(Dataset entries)
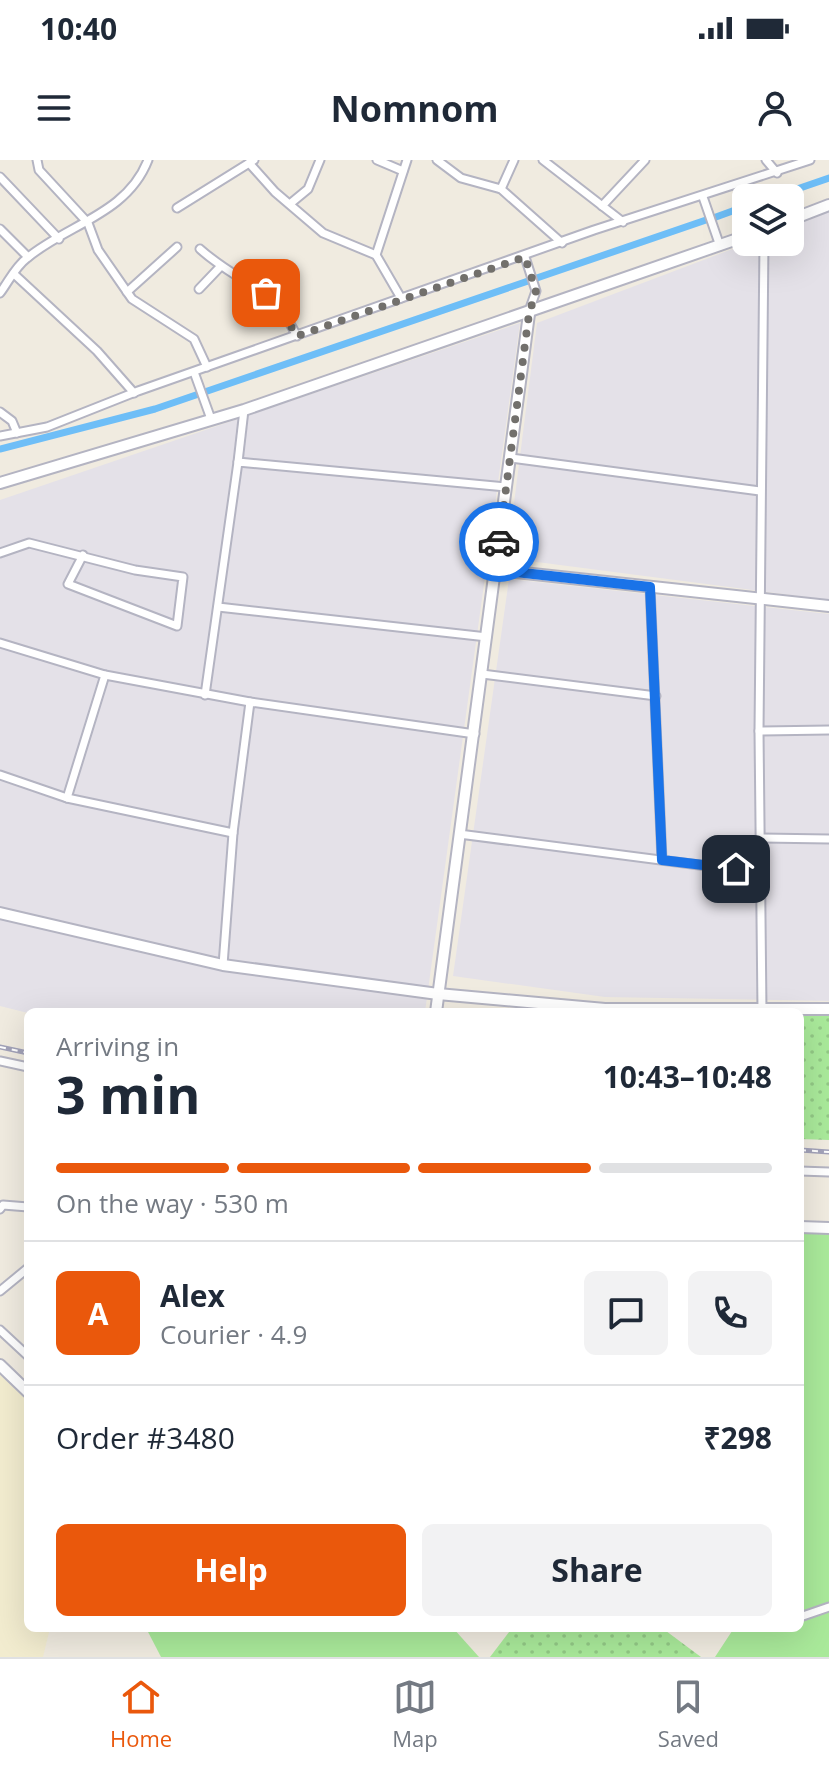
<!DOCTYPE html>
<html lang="en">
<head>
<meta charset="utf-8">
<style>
  :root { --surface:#fff; --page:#f2f2f3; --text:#1f2937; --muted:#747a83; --line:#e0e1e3; --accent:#ea580c }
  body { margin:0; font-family:"Open Sans",sans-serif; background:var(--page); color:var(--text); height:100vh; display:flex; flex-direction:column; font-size:30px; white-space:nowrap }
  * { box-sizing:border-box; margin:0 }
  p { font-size:26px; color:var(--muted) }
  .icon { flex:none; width:44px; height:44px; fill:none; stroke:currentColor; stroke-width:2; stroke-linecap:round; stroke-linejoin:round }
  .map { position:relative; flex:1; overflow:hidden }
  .sheet { position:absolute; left:24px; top:848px; width:780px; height:624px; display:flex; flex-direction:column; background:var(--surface); border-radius:12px; box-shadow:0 8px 32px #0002 }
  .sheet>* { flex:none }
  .tools { position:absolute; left:732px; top:24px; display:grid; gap:16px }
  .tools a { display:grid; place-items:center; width:72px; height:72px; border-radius:12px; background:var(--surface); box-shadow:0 8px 32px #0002; font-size:40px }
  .pin { position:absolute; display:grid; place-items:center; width:68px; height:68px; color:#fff; margin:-34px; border-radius:16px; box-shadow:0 4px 12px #0006 }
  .courier { position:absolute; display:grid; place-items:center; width:80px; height:80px; margin:-40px; border:6px solid #1a73e8; border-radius:50%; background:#fff; color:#222; box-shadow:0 2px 10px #0007 }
  .overview em { font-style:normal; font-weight:700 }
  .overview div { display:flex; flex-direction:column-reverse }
  .overview { display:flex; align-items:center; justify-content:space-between; height:136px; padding:0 32px }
  h1 { font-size:52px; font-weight:700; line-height:60px }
  .bar { display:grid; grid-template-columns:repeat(4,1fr); gap:12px 8px; align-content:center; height:96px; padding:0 32px }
  .bar i { height:10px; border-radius:6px; background:var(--line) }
  .bar .selected { background:var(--accent) }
  .bar p { grid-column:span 4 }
  .line { display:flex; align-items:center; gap:20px; padding:0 32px; border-top:2px solid var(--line) }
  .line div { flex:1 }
  .round { display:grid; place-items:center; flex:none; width:84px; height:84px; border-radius:12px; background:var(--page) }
  .cta { display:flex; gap:16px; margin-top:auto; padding:16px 32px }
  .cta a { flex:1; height:92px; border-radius:12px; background:var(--accent); color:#fff; font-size:32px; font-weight:700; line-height:92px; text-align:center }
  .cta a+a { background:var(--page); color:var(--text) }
  .status { display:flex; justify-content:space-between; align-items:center; height:56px; padding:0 40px; background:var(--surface); direction:ltr }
  .status svg { height:22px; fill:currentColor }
  header { display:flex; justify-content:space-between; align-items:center; height:104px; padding:0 32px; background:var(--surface); font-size:36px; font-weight:700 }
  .tabs { display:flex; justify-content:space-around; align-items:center; height:112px; border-top:2px solid var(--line); background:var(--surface); font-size:22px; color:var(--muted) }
  .tabs a { display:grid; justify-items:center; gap:4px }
  .tabs .selected { color:var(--accent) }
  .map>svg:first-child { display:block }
</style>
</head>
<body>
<div class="status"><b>10:40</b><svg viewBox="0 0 49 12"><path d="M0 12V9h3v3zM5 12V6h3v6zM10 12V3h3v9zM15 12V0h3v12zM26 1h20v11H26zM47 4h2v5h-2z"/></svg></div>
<header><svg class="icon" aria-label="menu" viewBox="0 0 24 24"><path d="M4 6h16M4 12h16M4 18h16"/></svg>Nomnom<svg class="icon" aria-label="person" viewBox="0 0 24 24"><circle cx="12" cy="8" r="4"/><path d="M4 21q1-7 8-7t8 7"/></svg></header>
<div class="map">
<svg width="829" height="1497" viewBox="0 0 829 1497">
  <defs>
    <pattern id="park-dots" width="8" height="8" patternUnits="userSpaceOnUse" patternTransform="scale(2)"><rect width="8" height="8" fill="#a9e99a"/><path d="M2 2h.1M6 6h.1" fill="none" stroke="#92c885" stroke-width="1.8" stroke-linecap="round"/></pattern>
  </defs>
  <rect width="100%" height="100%" fill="#f0ebe0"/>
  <g fill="#e4e1e8">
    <path d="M 829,52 L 829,440 L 507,398 L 537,163 L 751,82 L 790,82 L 790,67 Z"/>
    <path d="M 520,163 L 425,852 L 28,853 L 0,846 L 0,340 Z"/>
    <path d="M 509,419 L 829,454 L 829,841 L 605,837 L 453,816 Z"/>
  </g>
  <path fill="#f2eccf" d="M 0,1215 L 28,1241 L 28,1468 L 50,1468 L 43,1497 L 0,1497 Z"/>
  <g fill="#a9e99a">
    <path d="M 800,1068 L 829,1069 L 829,1497 L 715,1497 L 734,1468 L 800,1468 Z"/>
    <path d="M 146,1468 L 453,1468 L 479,1497 L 161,1497 Z"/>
  </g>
  <g fill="url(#park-dots)">
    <path d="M 829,853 L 829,980 L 800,979 L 800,854 Z"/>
    <path d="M 512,1468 L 662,1468 L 701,1497 L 490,1497 Z"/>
  </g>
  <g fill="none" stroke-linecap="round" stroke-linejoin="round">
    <g stroke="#6ebef7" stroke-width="7">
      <path d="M 771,38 L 829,18"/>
      <path d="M 716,57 L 746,46"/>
      <path d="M 0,289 L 155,249 L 706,60"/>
    </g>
    <defs>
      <g id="street">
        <path d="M 37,0 L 39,10 L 88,63 L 98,90 L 132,139 L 194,179 L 207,207"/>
        <path d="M 377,0 L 403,11"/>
        <path d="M 437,0 L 461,18 L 501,29 L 562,83"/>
        <path d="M 543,0 L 623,62"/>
        <path d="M 766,0 L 777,13"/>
        <path d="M 249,3 L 275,32 L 323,73 L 376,95 L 401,138"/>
        <path d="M 0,17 L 59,79"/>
        <path d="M 501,29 L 514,0"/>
        <path d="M 703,37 L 720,86"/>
        <path d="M 291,43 L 308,29 L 320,0"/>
        <path d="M 602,46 L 645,0"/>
        <path d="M 177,48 L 254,0"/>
        <path d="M 0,69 L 28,97"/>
        <path d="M 200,89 C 239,124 271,125 297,176"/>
        <path d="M 376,95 L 407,0"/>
        <path d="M 525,97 L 536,131 L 529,151"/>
        <path d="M 14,114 L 97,191 L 134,233"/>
        <path d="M 199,129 L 220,107"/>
        <path d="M 127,132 L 177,87"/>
        <path d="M 0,133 C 9,121 15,107 27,98 C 68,64 127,54 148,0"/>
        <path d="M 194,212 L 211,259"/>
        <path d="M 0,252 L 12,261 L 17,273"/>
        <path d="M 0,276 L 47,267 L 138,231 L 594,70 L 810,0"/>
        <path d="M 511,298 L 760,331"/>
        <path d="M 238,302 L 244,250"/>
        <path d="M 0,393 L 29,383 L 135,410 L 183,417 L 177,466 L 68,424 L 83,395"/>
        <path d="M 650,427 L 662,700"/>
        <path d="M 218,447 L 487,477"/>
        <path d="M 0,483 L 105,515 L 250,542"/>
        <path d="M 482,514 L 656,536"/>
        <path d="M 205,535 L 238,302 L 506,327"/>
        <path d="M 759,571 L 829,570"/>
        <path d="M 0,615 L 67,638 L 233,673 L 250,542 L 475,574"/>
        <path d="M 67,638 L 105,515"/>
        <path d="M 459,674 L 761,713"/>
        <path d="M 761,678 L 829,679"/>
        <path d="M 223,805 L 233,673"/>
        <path d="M 762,850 L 759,571 L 764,82"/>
        <path d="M 0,901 L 28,907"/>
        <path d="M 800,1011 L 829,1012"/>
        <path d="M 0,1049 L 3,1045 L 28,1047"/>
        <path d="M 0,1131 L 28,1108"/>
        <path d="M 0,1170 L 28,1196"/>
        <path d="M 800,1457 L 829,1447"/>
      </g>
      <g id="secondary">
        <path d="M 790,60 L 829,45"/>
        <path d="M 0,323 L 244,250 L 746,76"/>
        <path d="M 496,410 L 829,446"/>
        <path d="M 0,753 L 223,805 L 438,834 L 605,849 L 829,849"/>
        <path d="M 436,852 L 529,154"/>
        <path d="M 800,1067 L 829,1068"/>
        <path d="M 0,1205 L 28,1232"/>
      </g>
    </defs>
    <use href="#street" stroke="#b4b4c2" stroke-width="11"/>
    <use href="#secondary" stroke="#b4b4c2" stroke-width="14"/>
    <use href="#street" stroke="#fff" stroke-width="7"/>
    <use href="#secondary" stroke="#fff" stroke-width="10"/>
    <defs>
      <g id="rail">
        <path d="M 0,887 L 28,893"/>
        <path d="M 800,990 L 829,992"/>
      </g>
    </defs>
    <use href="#rail" stroke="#a2a2b9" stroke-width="5"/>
    <use href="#rail" stroke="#fff" stroke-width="2" stroke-dasharray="6" stroke-linecap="butt"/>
  </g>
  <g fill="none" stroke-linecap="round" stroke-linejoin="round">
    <path stroke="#72706c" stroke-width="8" stroke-dasharray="0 14.4" d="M 266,133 L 275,140 L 297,176 L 525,97 L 536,131 L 529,154 L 499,382"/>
    <path stroke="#1a73e8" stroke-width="10" d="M 499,382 L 496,410 L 650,427 L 662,700 L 736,709"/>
  </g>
</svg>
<div class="tools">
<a><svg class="icon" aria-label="layers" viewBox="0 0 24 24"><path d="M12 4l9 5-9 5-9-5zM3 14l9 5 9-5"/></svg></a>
</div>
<div class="pin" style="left:266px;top:133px;background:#ea580c"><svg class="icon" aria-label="bag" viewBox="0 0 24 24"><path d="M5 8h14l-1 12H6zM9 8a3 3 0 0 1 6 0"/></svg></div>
<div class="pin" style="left:736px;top:709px;background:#1f2937"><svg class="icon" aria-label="home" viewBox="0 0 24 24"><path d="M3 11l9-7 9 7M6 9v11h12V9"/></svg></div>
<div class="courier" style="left:499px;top:382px"><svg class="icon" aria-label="car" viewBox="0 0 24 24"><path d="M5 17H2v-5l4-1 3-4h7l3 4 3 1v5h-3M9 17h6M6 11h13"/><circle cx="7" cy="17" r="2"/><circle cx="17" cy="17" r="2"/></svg></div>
<section class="sheet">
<div class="overview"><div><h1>3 min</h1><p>Arriving in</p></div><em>10:43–10:48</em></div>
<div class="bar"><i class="selected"></i><i class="selected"></i><i class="selected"></i><i></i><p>On the way · 530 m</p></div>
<div class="line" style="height:144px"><b class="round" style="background:var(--accent);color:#fff">A</b><div><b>Alex</b><p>Courier · 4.9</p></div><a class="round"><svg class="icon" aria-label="chat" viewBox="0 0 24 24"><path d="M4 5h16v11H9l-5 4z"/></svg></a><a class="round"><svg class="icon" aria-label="phone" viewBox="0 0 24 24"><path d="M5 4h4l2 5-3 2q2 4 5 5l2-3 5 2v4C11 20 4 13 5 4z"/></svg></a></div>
<div class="line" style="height:104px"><div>Order #3480</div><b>₹298</b></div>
<div class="cta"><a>Help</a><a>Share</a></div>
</section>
</div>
<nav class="tabs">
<a class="selected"><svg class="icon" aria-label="home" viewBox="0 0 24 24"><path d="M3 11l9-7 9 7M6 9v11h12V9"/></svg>Home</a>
<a><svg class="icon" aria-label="map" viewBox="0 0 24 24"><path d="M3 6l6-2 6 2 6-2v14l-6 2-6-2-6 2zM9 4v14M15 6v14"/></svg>Map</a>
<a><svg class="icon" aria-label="saved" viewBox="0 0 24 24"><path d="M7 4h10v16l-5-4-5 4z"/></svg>Saved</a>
</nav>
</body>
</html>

PROBLEM: In the entries above, one line contains "background:var(--page); color:var(--text); height:100vh;" and another contains "position:relative; flex:1; overflow:hidden". Reproduce exactly those two lines and the lines between them, nothing else.

ANSWER SECTION:
  body { margin:0; font-family:"Open Sans",sans-serif; background:var(--page); color:var(--text); height:100vh; display:flex; flex-direction:column; font-size:30px; white-space:nowrap }
  * { box-sizing:border-box; margin:0 }
  p { font-size:26px; color:var(--muted) }
  .icon { flex:none; width:44px; height:44px; fill:none; stroke:currentColor; stroke-width:2; stroke-linecap:round; stroke-linejoin:round }
  .map { position:relative; flex:1; overflow:hidden }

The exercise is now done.